A faithful copy is needed. Set down all of the data below exactly.

== Segment start ==

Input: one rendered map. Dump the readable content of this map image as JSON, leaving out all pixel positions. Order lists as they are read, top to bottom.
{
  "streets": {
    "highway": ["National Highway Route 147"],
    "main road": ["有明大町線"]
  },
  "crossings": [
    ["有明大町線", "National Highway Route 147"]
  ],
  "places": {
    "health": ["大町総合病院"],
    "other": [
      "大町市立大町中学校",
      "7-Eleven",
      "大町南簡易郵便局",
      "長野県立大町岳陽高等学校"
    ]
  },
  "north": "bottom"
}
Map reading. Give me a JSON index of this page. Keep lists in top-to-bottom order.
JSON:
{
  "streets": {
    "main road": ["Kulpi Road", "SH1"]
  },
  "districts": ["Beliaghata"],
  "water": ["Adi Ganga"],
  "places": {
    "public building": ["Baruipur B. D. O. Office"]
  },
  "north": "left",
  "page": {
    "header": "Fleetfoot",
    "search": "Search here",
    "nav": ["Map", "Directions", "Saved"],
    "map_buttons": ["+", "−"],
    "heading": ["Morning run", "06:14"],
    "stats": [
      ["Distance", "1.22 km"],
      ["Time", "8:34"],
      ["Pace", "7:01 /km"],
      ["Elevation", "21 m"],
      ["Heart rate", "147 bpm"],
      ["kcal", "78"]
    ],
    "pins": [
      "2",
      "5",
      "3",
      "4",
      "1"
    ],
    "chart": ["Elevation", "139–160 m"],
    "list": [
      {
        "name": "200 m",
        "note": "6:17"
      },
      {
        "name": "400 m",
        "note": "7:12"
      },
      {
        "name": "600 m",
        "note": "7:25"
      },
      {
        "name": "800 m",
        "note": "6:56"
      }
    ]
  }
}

== Segment end ==

## Your solution
Input: one rendered map. Dump the readable content of this map image as JSON, leaving out all pixel positions. Order lists as they are read, top to bottom.
{
  "streets": {
    "highway": ["National Highway Route 147"],
    "main road": ["有明大町線"]
  },
  "crossings": [
    ["有明大町線", "National Highway Route 147"]
  ],
  "places": {
    "health": ["大町総合病院"],
    "other": [
      "大町市立大町中学校",
      "7-Eleven",
      "大町南簡易郵便局",
      "長野県立大町岳陽高等学校"
    ]
  },
  "north": "bottom"
}
Map reading. Give me a JSON index of this page. Keep lists in top-to-bottom order.
JSON:
{
  "streets": {
    "main road": ["Kulpi Road", "SH1"]
  },
  "districts": ["Beliaghata"],
  "water": ["Adi Ganga"],
  "places": {
    "public building": ["Baruipur B. D. O. Office"]
  },
  "north": "left",
  "page": {
    "header": "Fleetfoot",
    "search": "Search here",
    "nav": ["Map", "Directions", "Saved"],
    "map_buttons": ["+", "−"],
    "heading": ["Morning run", "06:14"],
    "stats": [
      ["Distance", "1.22 km"],
      ["Time", "8:34"],
      ["Pace", "7:01 /km"],
      ["Elevation", "21 m"],
      ["Heart rate", "147 bpm"],
      ["kcal", "78"]
    ],
    "pins": [
      "2",
      "5",
      "3",
      "4",
      "1"
    ],
    "chart": ["Elevation", "139–160 m"],
    "list": [
      {
        "name": "200 m",
        "note": "6:17"
      },
      {
        "name": "400 m",
        "note": "7:12"
      },
      {
        "name": "600 m",
        "note": "7:25"
      },
      {
        "name": "800 m",
        "note": "6:56"
      }
    ]
  }
}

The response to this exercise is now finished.